§ WHAT IS NEEDED
Only the lines from the one containing "Localize the labels" through the last line of the entries are wanted. Transcribe them exactly.

-*-*-

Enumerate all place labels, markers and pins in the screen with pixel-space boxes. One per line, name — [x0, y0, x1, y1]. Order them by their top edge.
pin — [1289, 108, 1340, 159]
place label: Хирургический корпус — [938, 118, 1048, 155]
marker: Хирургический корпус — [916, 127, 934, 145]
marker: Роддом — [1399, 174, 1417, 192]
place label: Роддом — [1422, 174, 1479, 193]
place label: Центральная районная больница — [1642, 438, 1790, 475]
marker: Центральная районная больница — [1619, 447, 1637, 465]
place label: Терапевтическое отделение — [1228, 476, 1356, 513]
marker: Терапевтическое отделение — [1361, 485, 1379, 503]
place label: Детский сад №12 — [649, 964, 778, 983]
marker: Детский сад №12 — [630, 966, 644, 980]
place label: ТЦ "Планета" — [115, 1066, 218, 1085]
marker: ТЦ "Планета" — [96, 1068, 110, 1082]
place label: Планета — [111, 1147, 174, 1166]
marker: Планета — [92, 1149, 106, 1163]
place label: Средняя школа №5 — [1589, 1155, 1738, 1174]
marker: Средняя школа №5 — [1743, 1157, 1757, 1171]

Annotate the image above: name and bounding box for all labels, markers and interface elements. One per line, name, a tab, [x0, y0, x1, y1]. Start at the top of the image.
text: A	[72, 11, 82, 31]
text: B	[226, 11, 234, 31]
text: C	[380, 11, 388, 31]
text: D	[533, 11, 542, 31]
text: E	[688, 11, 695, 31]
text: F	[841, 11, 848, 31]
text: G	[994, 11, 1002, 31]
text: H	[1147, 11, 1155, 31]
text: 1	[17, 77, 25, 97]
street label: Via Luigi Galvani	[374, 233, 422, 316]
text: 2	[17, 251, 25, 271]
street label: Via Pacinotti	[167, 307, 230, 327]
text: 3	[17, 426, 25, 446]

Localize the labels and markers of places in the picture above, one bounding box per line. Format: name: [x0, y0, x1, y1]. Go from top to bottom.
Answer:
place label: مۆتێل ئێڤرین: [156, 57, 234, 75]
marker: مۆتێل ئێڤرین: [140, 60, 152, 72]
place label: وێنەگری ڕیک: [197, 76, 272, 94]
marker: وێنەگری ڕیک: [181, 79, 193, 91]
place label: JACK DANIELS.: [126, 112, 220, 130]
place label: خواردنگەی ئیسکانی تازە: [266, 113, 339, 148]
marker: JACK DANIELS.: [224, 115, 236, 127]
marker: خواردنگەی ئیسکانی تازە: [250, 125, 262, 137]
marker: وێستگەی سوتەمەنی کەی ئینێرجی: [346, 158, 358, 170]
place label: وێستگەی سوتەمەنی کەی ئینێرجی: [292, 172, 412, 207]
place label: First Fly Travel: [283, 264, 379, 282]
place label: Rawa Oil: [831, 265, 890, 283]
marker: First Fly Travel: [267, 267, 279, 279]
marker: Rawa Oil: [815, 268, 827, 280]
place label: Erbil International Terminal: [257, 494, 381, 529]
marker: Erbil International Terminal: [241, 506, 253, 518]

-*-*-

§ OUTPUT OF THE EXERCISE
Localize the labels and markers of places in the picture above, one bounding box per line. Format: name: [x0, y0, x1, y1]. Go from top to bottom.
Answer:
place label: مۆتێل ئێڤرین: [156, 57, 234, 75]
marker: مۆتێل ئێڤرین: [140, 60, 152, 72]
place label: وێنەگری ڕیک: [197, 76, 272, 94]
marker: وێنەگری ڕیک: [181, 79, 193, 91]
place label: JACK DANIELS.: [126, 112, 220, 130]
place label: خواردنگەی ئیسکانی تازە: [266, 113, 339, 148]
marker: JACK DANIELS.: [224, 115, 236, 127]
marker: خواردنگەی ئیسکانی تازە: [250, 125, 262, 137]
marker: وێستگەی سوتەمەنی کەی ئینێرجی: [346, 158, 358, 170]
place label: وێستگەی سوتەمەنی کەی ئینێرجی: [292, 172, 412, 207]
place label: First Fly Travel: [283, 264, 379, 282]
place label: Rawa Oil: [831, 265, 890, 283]
marker: First Fly Travel: [267, 267, 279, 279]
marker: Rawa Oil: [815, 268, 827, 280]
place label: Erbil International Terminal: [257, 494, 381, 529]
marker: Erbil International Terminal: [241, 506, 253, 518]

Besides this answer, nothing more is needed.